It’s a broadly negative day for stocks, as an unexpectedly strong payrolls report for December has further reduced investors’ expectations for the Fed to cut rates again anytime soon. As a result, bond yields are soaring to their highest levels in over a year, and the major equity benchmarks are tumbling to new 2025 lows.
On the other hand, one of the worst performers in the S&P 500 Index ($SPX) last year is having one of its best days ever, with Walgreens (WBA) stock up 27% after reporting better-than-expected fiscal first-quarter earnings and revenue figures. Sales increased by a stronger-than-forecast 7.5% year-over-year, and management reaffirmed its fiscal 2025 adjusted EPS guidance of $1.60 at the midpoint, which surpassed the Wall Street consensus.
WBA is now looking to close the session above its 200-day moving average, which it hasn’t done since Jan. 2, 2024. This trendline is located near the $12 level, which marked WBA’s highs after its June 2024 bear gap.
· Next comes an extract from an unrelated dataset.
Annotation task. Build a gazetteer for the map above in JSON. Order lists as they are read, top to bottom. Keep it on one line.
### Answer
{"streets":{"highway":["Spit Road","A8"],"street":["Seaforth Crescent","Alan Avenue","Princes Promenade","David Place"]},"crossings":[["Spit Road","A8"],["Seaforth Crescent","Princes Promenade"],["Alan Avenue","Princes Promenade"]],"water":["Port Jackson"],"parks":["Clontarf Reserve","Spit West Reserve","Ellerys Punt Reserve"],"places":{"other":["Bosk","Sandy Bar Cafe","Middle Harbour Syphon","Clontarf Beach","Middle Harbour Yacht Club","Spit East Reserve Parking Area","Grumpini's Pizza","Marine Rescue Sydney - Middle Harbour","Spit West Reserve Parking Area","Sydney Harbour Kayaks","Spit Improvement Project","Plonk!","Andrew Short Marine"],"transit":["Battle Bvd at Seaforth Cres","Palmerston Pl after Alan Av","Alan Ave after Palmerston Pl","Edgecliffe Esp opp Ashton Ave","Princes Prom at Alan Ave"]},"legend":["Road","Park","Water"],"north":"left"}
The struggling drugstore chain’s turnaround plan includes closing underperforming stores to stabilize its operations. Separately, the potential sale of Walgreens to a private equity firm adds another layer of complexity - and opportunity.
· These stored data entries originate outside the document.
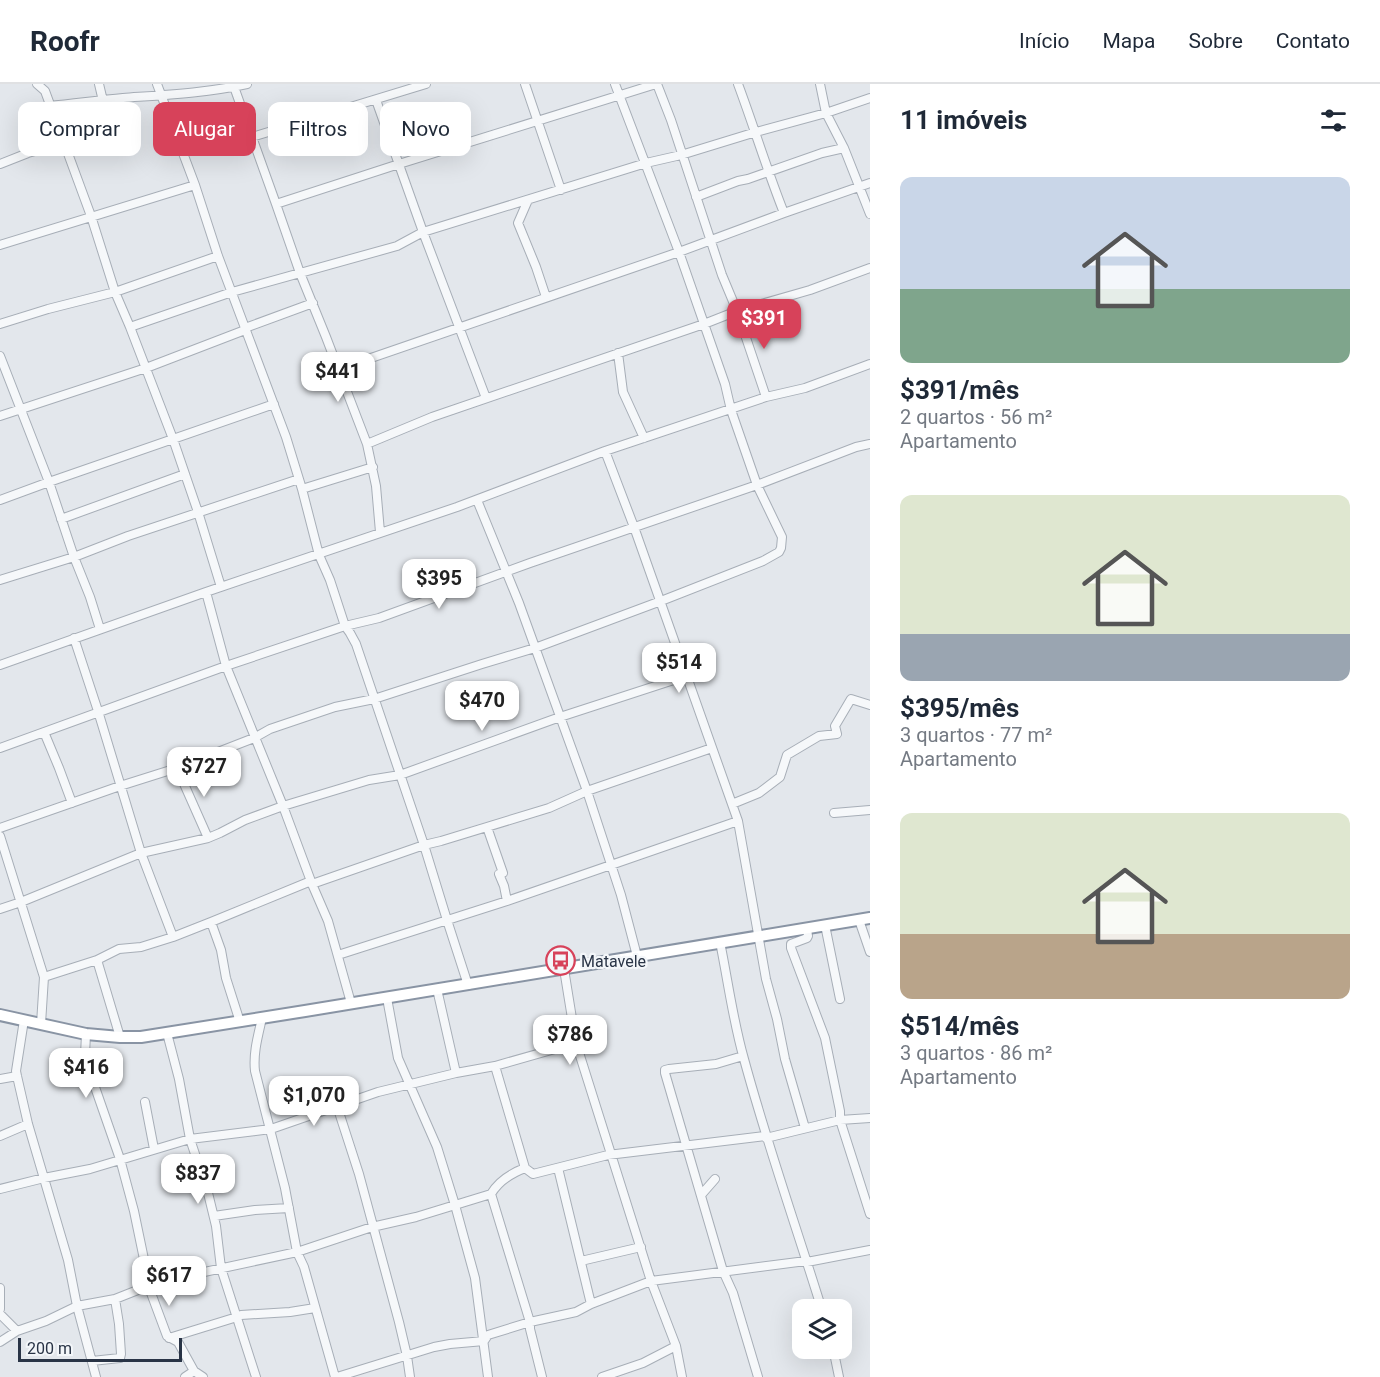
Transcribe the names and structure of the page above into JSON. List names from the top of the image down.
{
  "places": {
    "bus stop": ["Matavele"]
  },
  "scale_bar": "200 m",
  "page": {
    "header": "Roofr",
    "nav": [
      "Início",
      "Mapa",
      "Sobre",
      "Contato"
    ],
    "heading": "11 imóveis",
    "chip": [
      "Comprar",
      "Alugar",
      "Filtros",
      "Novo"
    ],
    "list": [
      {
        "name": "$391/mês",
        "note": "2 quartos · 56 m² · Apartamento"
      },
      {
        "name": "$395/mês",
        "note": "3 quartos · 77 m² · Apartamento"
      },
      {
        "name": "$514/mês",
        "note": "3 quartos · 86 m² · Apartamento"
      }
    ],
    "price": [
      "$391",
      "$441",
      "$395",
      "$514",
      "$470",
      "$727",
      "$786",
      "$416",
      "$1,070",
      "$837",
      "$617"
    ],
    "scale": "200 m"
  }
}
However, analysts remain generally unimpressed. The 15 experts in coverage have an average rating of “Hold” and a mean price target of just $9.80 for Walgreens stock.
Valued at 6.03 times forward adjusted earnings and 0.05 times forward sales, WBA stock could be undervalued at current levels, though the upside potential largely depends on whether the company successfully executes its turnaround strategy. While the earnings beat is encouraging, investors may want to stay cautious on WBA for now, as the path to sustainable growth is still uncertain.